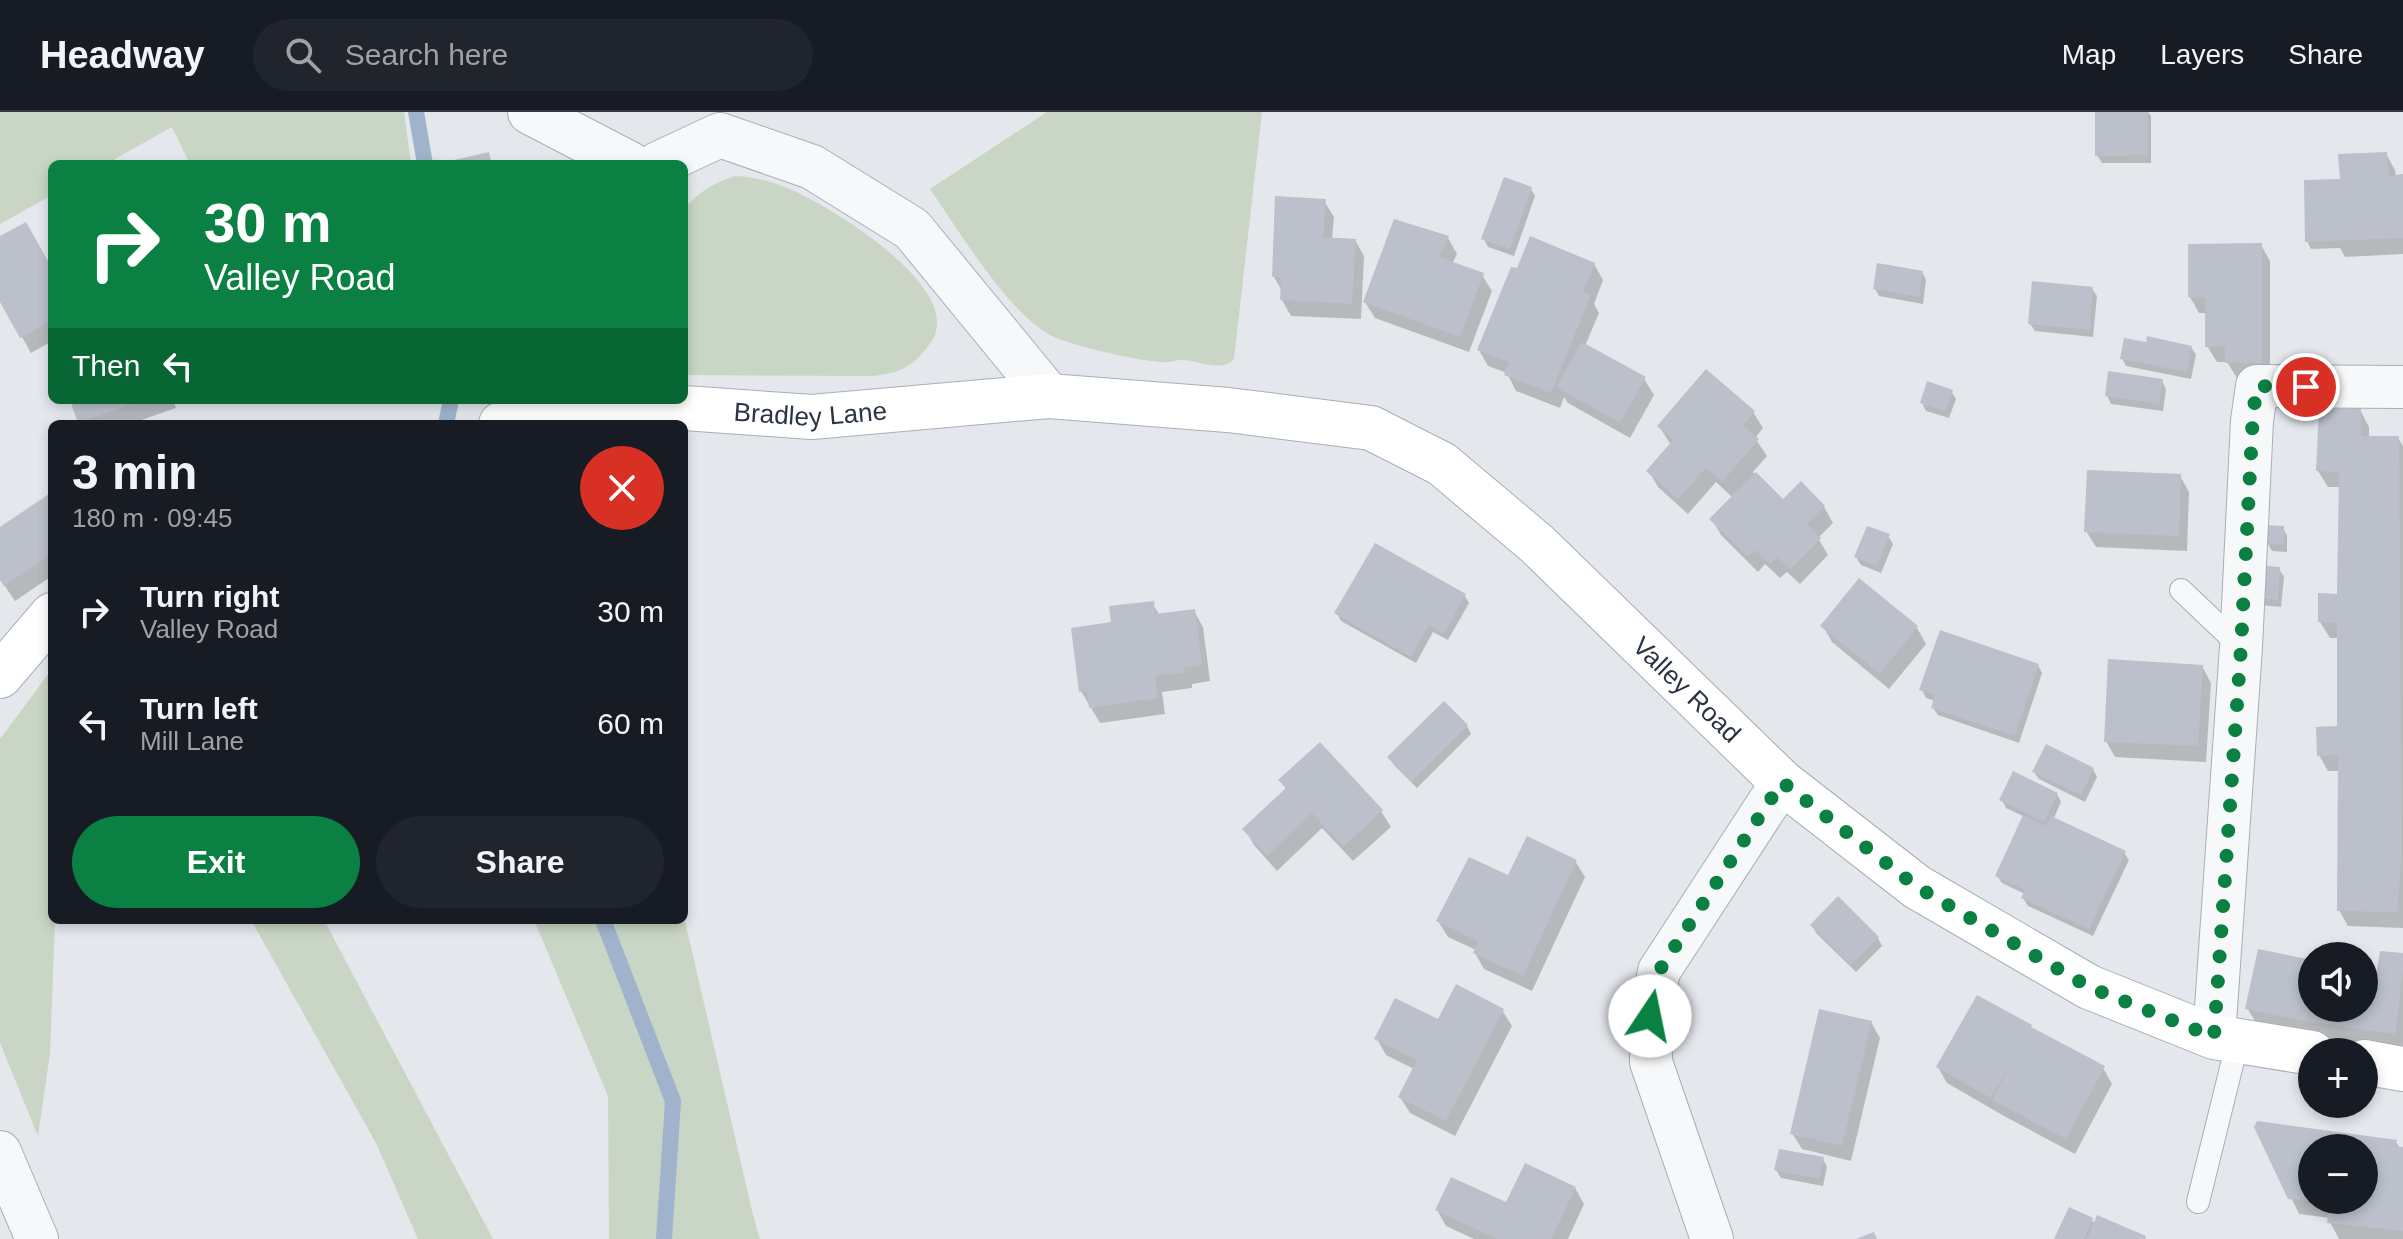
<!DOCTYPE html>
<html lang="en">
<head>
<meta charset="utf-8">
<style>
  :root { --surface:#171b24; --page:#20242c; --text:#f1f3f6; --muted:#9ea1a6; --line:#363941; --accent:#0b8043 }
  body { margin:0; font-family:Arial,sans-serif; background:var(--page); color:var(--text); height:100vh; display:flex; flex-direction:column; font-size:30px; white-space:nowrap }
  * { box-sizing:border-box; margin:0 }
  p { font-size:26px; color:var(--muted) }
  .icon { flex:none; width:44px; height:44px; fill:none; stroke:currentColor; stroke-width:2; stroke-linecap:round; stroke-linejoin:round }
  .map { position:relative; flex:1; overflow:hidden }
  .drawer { position:absolute; left:48px; top:308px; width:640px; height:504px; display:flex; flex-direction:column; background:var(--surface); border-radius:12px; box-shadow:0 4px 12px #0003 }
  .drawer>* { flex:none }
  .hud { position:absolute; left:48px; top:48px; width:640px; height:244px; border-radius:12px; box-shadow:0 4px 12px #0003; background:#0b8043; color:#fff; overflow:hidden }
  .buttons { position:absolute; left:2298px; top:830px; display:grid; gap:16px }
  .buttons a { display:grid; place-items:center; width:80px; height:80px; border-radius:50%; background:var(--surface); box-shadow:0 4px 12px #0003; font-size:40px }
  .pin { position:absolute; display:grid; place-items:center; width:68px; height:68px; color:#fff; margin:-34px; border:4px solid #fff; border-radius:50%; box-shadow:0 2px 8px #0007 }
  .me { position:absolute; width:88px; margin:-44px; rotate:11deg; stroke-linejoin:round; filter:drop-shadow(0 0 6px #0008) }
  .turn { display:flex; align-items:center; gap:28px; height:168px; padding:0 24px; font-size:36px }
  .turn .icon { width:104px; height:104px; stroke-width:2.5 }
  .turn b { display:block; font-size:56px; line-height:68px }
  .then { display:flex; align-items:center; height:76px; padding:0 24px; background:#0003; gap:16px; font-size:30px }
  .round { display:grid; place-items:center; flex:none; width:84px; height:84px; border-radius:42px; background:var(--page) }
  .head { display:flex; align-items:center; justify-content:space-between; height:136px; padding:0 24px }
  h1 { font-size:48px; font-weight:600; line-height:60px }
  .button { display:flex; gap:16px; margin-top:auto; padding:16px 24px }
  .button a { flex:1; height:92px; border-radius:48px; background:var(--accent); color:#fff; font-size:32px; font-weight:600; line-height:92px; text-align:center }
  .button a+a { background:var(--page); color:var(--text) }
  ul { padding:0; list-style:none }
  li { display:flex; align-items:center; gap:24px; height:112px; padding:0 24px }
  li div { flex:1 }
  li b { display:block; font-size:30px }
  li em { font-style:normal }
  header { display:flex; align-items:center; gap:48px; box-sizing:border-box; height:112px; padding:0 40px; background:var(--surface); border-bottom:2px solid var(--line) }
  header strong { font-size:38px }
  nav { display:flex; gap:44px; margin-inline-start:auto; font-size:28px }
  .search { width:560px; height:72px; background:var(--page); display:flex; align-items:center; gap:20px; box-sizing:border-box; padding:0 28px; border-radius:44px; color:var(--muted); font-size:30px }
  .map>svg:first-child { display:block }
  .green { fill:#c9d6c5 }
  .shadow { fill:#0003; fill-rule:evenodd }
  .lines { fill:none; stroke-linecap:round; stroke-linejoin:round }
  .stream { stroke:#9fb4cc; stroke-width:16 }
  .building { fill:#bbc0ca }
  .service-casing { stroke:#a9aeb7; stroke-width:24 }
  .minor-casing { stroke:#a9aeb7; stroke-width:44 }
  .tertiary-casing { stroke:#a9aeb7; stroke-width:46 }
  .secondary-casing { stroke:#a9aeb7; stroke-width:46 }
  .service { stroke:#f7f8fa; stroke-width:22 }
  .minor { stroke:#f7f8fa; stroke-width:42 }
  .tertiary { stroke:#f7f8fa; stroke-width:44 }
  .secondary { stroke:#fff; stroke-width:44 }
  .route { stroke:#0b8043; stroke-width:14; stroke-dasharray:0 25.2 }
  .labels { text-anchor:middle; dominant-baseline:central; stroke-width:6; stroke-linejoin:round; paint-order:stroke }
  .street-label { font-size:26px; fill:#2b3445; stroke:#f4f6f9 }
</style>
</head>
<body>
<header>
<strong>Headway</strong>
<div class="search"><svg class="icon" aria-label="search" viewBox="0 0 24 24"><circle cx="10" cy="10" r="6"/><path d="M15 15l6 6"/></svg>Search here</div>
<nav><a>Map</a><a>Layers</a><a>Share</a></nav>
</header>
<div class="map">
<svg width="2403" height="1127" viewBox="0 0 2403 1127">
  <rect width="100%" height="100%" fill="#e4e7ec"/>
  <path class="green" d="M 0,0 L 404,0 L 411,52 L 190,52 L 172,15 L 106,52 L 52,52 L 52,83 L 0,112 Z
    M 1047,0 L 1262,0 L 1234,247 C 1221,261 1198,248 1182,248 C 1176,248 1169,251 1163,250 C 1142,250 1068,233 1050,223 C 1007,199 959,119 930,77 Z
    M 735,64 C 752,65 766,68 782,74 C 824,89 938,161 937,210 C 937,222 933,228 926,237 C 910,257 897,261 873,264 L 684,263 L 684,97 C 699,80 713,71 735,64 Z
    M 52,557 L 52,808 L 55,808 L 50,942 L 38,1024 L 0,931 L 0,627 Z
    M 684,805 L 753,1103 L 760,1127 L 609,1127 L 608,984 L 534,808 L 684,808 Z
    M 251,808 L 324,808 L 493,1127 L 418,1127 L 376,1031 Z"/>
  <path class="shadow" d="M 2097,0 L 2148,0 L 2151,4 L 2151,51 L 2102,51 L 2097,43 Z
    M 2386,42 L 2395,58 L 2396,65 L 2403,64 L 2403,142 L 2345,145 L 2340,136 L 2311,137 L 2307,129 L 2342,69 Z
    M 1531,77 L 1535,84 L 1514,144 L 1488,135 L 1484,127 Z
    M 1324,89 L 1334,105 L 1332,127 L 1355,128 L 1364,144 L 1361,207 L 1291,204 L 1282,188 L 1282,179 L 1274,165 Z
    M 1448,126 L 1457,142 L 1452,152 L 1482,163 L 1492,179 L 1469,240 L 1375,206 L 1365,190 Z
    M 0,127 L 48,152 L 52,149 L 52,229 L 31,241 L 0,186 Z
    M 2261,133 L 2270,149 L 2270,266 L 2237,266 L 2227,250 L 2217,250 L 2207,234 L 2207,201 L 2199,201 L 2190,185 Z
    M 1594,152 L 1603,168 L 1594,192 L 1599,201 L 1585,234 L 1644,267 L 1654,283 L 1630,326 L 1568,291 L 1564,285 L 1560,296 L 1516,279 L 1507,261 L 1488,254 L 1479,238 Z
    M 1922,160 L 1926,168 L 1923,192 L 1879,184 L 1875,177 Z
    M 2092,177 L 2097,184 L 2093,225 L 2035,219 L 2030,212 Z
    M 2191,235 L 2196,243 L 2191,267 L 2126,254 L 2122,246 Z
    M 2162,269 L 2166,277 L 2163,299 L 2111,292 L 2107,284 Z
    M 1951,279 L 1956,287 L 1949,306 L 1926,299 L 1922,291 Z
    M 72,288 L 173,288 L 176,296 L 130,312 L 80,312 Z
    M 2360,298 L 2369,315 L 2369,326 L 2398,326 L 2403,334 L 2403,816 L 2348,814 L 2339,798 L 2340,659 L 2328,659 L 2319,643 L 2339,616 L 2339,526 L 2330,526 L 2320,510 L 2339,484 L 2340,375 L 2328,375 L 2318,359 Z
    M 1753,300 L 1763,316 L 1755,326 L 1767,344 L 1753,360 L 1783,390 L 1824,395 L 1833,411 L 1818,426 L 1828,443 L 1800,472 L 1787,460 L 1780,466 L 1765,452 L 1758,460 L 1721,423 L 1712,407 L 1733,386 L 1716,370 L 1688,402 L 1658,375 L 1649,359 L 1671,333 L 1659,314 Z
    M 2180,364 L 2189,380 L 2187,439 L 2096,435 L 2086,419 Z
    M 52,382 L 52,464 L 15,489 L 0,467 L 0,417 Z
    M 2283,416 L 2287,424 L 2287,440 L 2272,439 L 2268,432 Z
    M 1888,424 L 1893,432 L 1881,461 L 1861,453 L 1856,445 Z
    M 2279,457 L 2284,465 L 2281,495 L 2260,493 Z
    M 1860,469 L 1917,516 L 1926,532 L 1889,577 L 1832,530 L 1823,514 Z
    M 1464,483 L 1469,491 L 1448,528 L 1433,520 L 1416,551 L 1341,509 L 1337,501 Z
    M 1152,491 L 1160,504 L 1194,499 L 1203,515 L 1210,569 L 1192,572 L 1192,576 L 1162,580 L 1165,602 L 1100,611 L 1081,579 L 1114,512 Z
    M 2038,553 L 2042,561 L 2019,631 L 1938,603 L 1933,596 L 1935,589 L 1926,586 L 1922,578 Z
    M 2202,554 L 2211,571 L 2206,650 L 2115,645 L 2106,629 Z
    M 1467,614 L 1471,622 L 1417,676 L 1394,653 L 1389,645 Z
    M 2093,657 L 2097,665 L 2085,690 L 2039,667 L 2034,660 Z
    M 1281,669 L 1381,699 L 1391,715 L 1353,749 L 1322,716 L 1277,759 L 1254,733 L 1245,717 L 1287,679 Z
    M 2057,682 L 2061,690 L 2053,708 L 2124,741 L 2129,748 L 2093,824 L 2028,794 L 2023,786 L 2025,782 L 2002,771 L 1997,764 L 2025,705 L 2006,696 L 2002,688 Z
    M 1575,749 L 1585,765 L 1532,879 L 1484,857 L 1475,841 L 1476,838 L 1448,825 L 1438,809 L 1509,766 Z
    M 1812,813 L 1878,826 L 1882,834 L 1856,860 L 1816,821 Z
    M 2403,843 L 2403,937 L 2288,920 L 2257,912 L 2247,896 L 2312,848 L 2312,896 L 2364,896 L 2364,858 L 2379,860 Z
    M 1977,885 L 2103,956 L 2112,972 L 2075,1042 L 2004,1004 L 1947,971 L 1938,955 Z
    M 1502,898 L 1512,914 L 1455,1024 L 1410,1001 L 1400,985 L 1414,957 L 1386,943 L 1377,927 L 1439,910 Z
    M 1871,910 L 1880,926 L 1851,1049 L 1802,1037 L 1792,1021 Z
    M 2257,1015 L 2396,1030 L 2400,1037 L 2403,1037 L 2403,1127 L 2339,1127 L 2330,1110 L 2330,1106 L 2299,1102 ZM 2312,1036 L 2364,1036 L 2364,1088 L 2312,1088 Z
    M 1823,1047 L 1827,1055 L 1823,1074 L 1781,1066 L 1776,1058 Z
    M 1575,1076 L 1584,1092 L 1568,1127 L 1474,1127 L 1446,1114 L 1437,1098 L 1507,1093 Z
    M 2092,1108 L 2095,1113 L 2145,1127 L 2056,1127 Z"/>
  <g class="lines">
    <path class="stream" d="M 416,0 L 425,52
      M 446,312 L 451,288
      M 603,808 L 673,989 L 664,1127"/>
  </g>
  <path class="building" d="M 2095,0 L 2148,0 L 2148,43 L 2095,44 Z
    M 489,40 L 492,52 L 441,52 L 441,51 Z
    M 2387,40 L 2389,64 L 2403,62 L 2403,126 L 2305,130 L 2304,68 L 2340,67 L 2338,42 Z
    M 1504,65 L 1532,75 L 1510,137 L 1481,127 Z
    M 1275,84 L 1326,87 L 1323,125 L 1356,127 L 1352,192 L 1280,188 L 1281,165 L 1272,165 Z
    M 1394,107 L 1449,124 L 1439,145 L 1484,161 L 1460,225 L 1363,190 Z
    M 26,110 L 48,149 L 52,147 L 52,208 L 20,226 L 0,190 L 0,124 Z
    M 1530,124 L 1595,151 L 1583,180 L 1591,183 L 1551,281 L 1504,263 L 1509,250 L 1477,238 L 1511,155 L 1517,156 Z
    M 2262,131 L 2262,251 L 2225,251 L 2225,235 L 2205,235 L 2205,185 L 2188,185 L 2188,132 Z
    M 1877,151 L 1923,159 L 1919,185 L 1873,177 Z
    M 2032,169 L 2093,175 L 2090,218 L 2028,212 Z
    M 2147,224 L 2192,234 L 2187,260 L 2120,247 L 2124,226 L 2146,230 Z
    M 1582,230 L 1646,265 L 1620,311 L 1556,275 Z
    M 1706,257 L 1755,299 L 1743,313 L 1759,327 L 1722,370 L 1706,356 L 1678,387 L 1646,359 L 1673,328 L 1657,314 Z
    M 2108,259 L 2163,267 L 2159,292 L 2105,284 Z
    M 1927,269 L 1953,278 L 1945,299 L 1920,291 Z
    M 70,288 L 143,288 L 78,311 Z
    M 2361,296 L 2361,324 L 2399,324 L 2402,742 L 2397,800 L 2337,799 L 2338,643 L 2317,644 L 2316,615 L 2337,614 L 2337,511 L 2318,510 L 2318,481 L 2337,482 L 2339,360 L 2316,359 L 2319,297 Z
    M 2087,358 L 2181,362 L 2179,424 L 2084,420 Z
    M 1756,360 L 1783,387 L 1801,369 L 1825,394 L 1807,412 L 1821,426 L 1790,457 L 1777,445 L 1770,452 L 1755,438 L 1748,445 L 1709,407 Z
    M 52,380 L 52,442 L 4,474 L 0,468 L 0,415 Z
    M 2266,413 L 2284,414 L 2284,433 L 2266,432 Z
    M 1867,414 L 1890,422 L 1877,454 L 1854,445 Z
    M 1375,431 L 1466,482 L 1444,522 L 1429,513 L 1411,545 L 1334,501 Z
    M 2255,453 L 2280,455 L 2278,488 L 2253,486 Z
    M 1859,466 L 1918,514 L 1880,562 L 1820,514 Z
    M 1154,489 L 1155,502 L 1195,497 L 1202,553 L 1184,556 L 1184,561 L 1155,564 L 1158,586 L 1089,596 L 1087,579 L 1079,580 L 1071,516 L 1111,510 L 1109,494 Z
    M 1940,518 L 2039,552 L 2015,624 L 1931,596 L 1935,583 L 1919,578 Z
    M 2108,547 L 2203,553 L 2198,634 L 2104,630 Z
    M 1444,589 L 1468,613 L 1411,670 L 1387,645 Z
    M 1320,630 L 1383,698 L 1343,735 L 1312,701 L 1267,744 L 1242,717 L 1286,676 L 1278,668 Z
    M 2046,632 L 2094,656 L 2081,683 L 2032,660 Z
    M 2013,659 L 2058,681 L 2044,710 L 1999,688 Z
    M 2023,703 L 2046,714 L 2051,704 L 2126,739 L 2089,817 L 2021,786 L 2025,778 L 1995,764 Z
    M 1527,724 L 1577,748 L 1523,864 L 1473,841 L 1478,829 L 1436,809 L 1469,745 L 1508,763 Z
    M 1838,784 L 1879,825 L 1851,853 L 1810,813 Z
    M 2258,837 L 2312,848 L 2312,896 L 2364,896 L 2364,856 L 2377,858 L 2380,839 L 2403,841 L 2403,860 L 2395,922 L 2304,909 L 2245,897 Z
    M 1456,872 L 1504,897 L 1446,1009 L 1398,985 L 1417,948 L 1374,927 L 1395,886 L 1438,907 Z
    M 1977,883 L 2032,913 L 2031,915 L 2105,954 L 2066,1027 L 1992,988 L 2015,944 L 1991,986 L 1936,955 Z
    M 1819,897 L 1872,909 L 1842,1034 L 1790,1022 Z
    M 2257,1009 L 2397,1028 L 2395,1034 L 2403,1035 L 2403,1119 L 2327,1111 L 2330,1091 L 2319,1090 L 2320,1088 L 2364,1088 L 2364,1036 L 2312,1036 L 2312,1089 L 2288,1087 L 2254,1015 Z
    M 1779,1037 L 1824,1045 L 1819,1067 L 1774,1058 Z
    M 1525,1051 L 1576,1075 L 1551,1127 L 1497,1127 L 1435,1098 L 1451,1065 L 1506,1090 Z
    M 2069,1095 L 2093,1106 L 2084,1127 L 2054,1127 Z
    M 2097,1103 L 2146,1124 L 2145,1127 L 2087,1127 Z
    M 1874,1120 L 1877,1127 L 1856,1127 Z"/>
  <g class="lines">
    <defs>
      <path id="service" d="M 2181,478 L 2241,535
        M 2198,1090 L 2238,928"/>
      <path id="minor" d="M 2214,925 L 2241,535 L 2252,309 L 2257,274 L 2403,275
        M 0,1040 L 37,1127
        M 1712,1127 L 1651,950 L 1650,904 L 1659,859 L 1782,670"/>
      <path id="tertiary" d="M 530,0 L 630,52
        M 658,52 L 720,23 L 812,55 L 912,117 L 1049,284"/>
      <g id="secondary">
        <path id="s1" d="M 571,288 L 812,305 L 1049,284 L 1228,298 L 1371,316 L 1442,352 L 1537,432 L 1782,670 L 1917,775 L 2089,875 L 2214,925 L 2312,941"/>
        <path d="M 501,312 L 571,288"/>
        <path d="M 0,564 L 52,503"/>
        <path d="M 2364,950 L 2403,957"/>
      </g>
    </defs>
    <use href="#service" class="service-casing"/>
    <use href="#minor" class="minor-casing"/>
    <use href="#tertiary" class="tertiary-casing"/>
    <use href="#secondary" class="secondary-casing"/>
    <use href="#service" class="service"/>
    <use href="#minor" class="minor"/>
    <use href="#tertiary" class="tertiary"/>
    <use href="#secondary" class="secondary"/>
  </g>
  <g class="lines">
    <path class="route" d="M 1650,904 L 1659,859 L 1782,670 L 1917,775 L 2089,875 L 2214,925 L 2241,535 L 2253,302 L 2257,274 L 2306,275"/>
  </g>
  <g class="labels">
    <g class="street-label">
      <text stroke="none"><textPath href="#s1" startOffset="240">Bradley Lane</textPath></text>
      <text stroke="none"><textPath href="#s1" startOffset="1216">Valley Road</textPath></text>
    </g>
  </g>
</svg>
<div class="buttons">
<a><svg class="icon" aria-label="sound" viewBox="0 0 24 24"><path d="M4 9h4l5-4v14l-5-4H4zM17 9q2 3 0 6"/></svg></a>
<a>+</a>
<a>−</a>
</div>
<div class="pin" style="left:2306px;top:275px;background:#d93025"><svg class="icon" aria-label="arrive" viewBox="0 0 24 24"><path d="M6 21V4h12l-3 4 3 4H6"/></svg></div>
<svg class="me" style="left:1650px;top:904px" viewBox="-20 -20 40 40"><circle r="19" fill="#fff"/><path d="M0-13L10 11 0 6-10 11z" fill="#0b8043"/></svg>
<div class="hud">
<div class="turn"><svg class="icon" aria-label="right" viewBox="0 0 24 24"><path d="M7 20v-9h11M14 6l5 5-5 5"/></svg><div><b>30 m</b>Valley Road</div></div>
<div class="then">Then<svg class="icon" aria-label="left" viewBox="0 0 24 24"><path d="M17 20v-9H6M10 6l-5 5 5 5"/></svg></div>
</div>
<section class="drawer">
<div class="head"><div><h1>3 min</h1><p>180 m · 09:45</p></div><a class="round" style="background:#d93025;color:#fff"><svg class="icon" aria-label="close" viewBox="0 0 24 24"><path d="M6 6l12 12M18 6L6 18"/></svg></a></div>
<ul>
<li><svg class="icon" aria-label="right" viewBox="0 0 24 24"><path d="M7 20v-9h11M14 6l5 5-5 5"/></svg><div><b>Turn right</b><p>Valley Road</p></div><em>30 m</em></li>
<li><svg class="icon" aria-label="left" viewBox="0 0 24 24"><path d="M17 20v-9H6M10 6l-5 5 5 5"/></svg><div><b>Turn left</b><p>Mill Lane</p></div><em>60 m</em></li>
</ul>
<div class="button"><a>Exit</a><a>Share</a></div>
</section>
</div>
</body>
</html>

....................

=== Aim of the exercise ===
Select the lines in this material that hold the word "place", leaving none out.

=== Completed exercise ===
  .buttons a { display:grid; place-items:center; width:80px; height:80px; border-radius:50%; background:var(--surface); box-shadow:0 4px 12px #0003; font-size:40px }
  .pin { position:absolute; display:grid; place-items:center; width:68px; height:68px; color:#fff; margin:-34px; border:4px solid #fff; border-radius:50%; box-shadow:0 2px 8px #0007 }
  .round { display:grid; place-items:center; flex:none; width:84px; height:84px; border-radius:42px; background:var(--page) }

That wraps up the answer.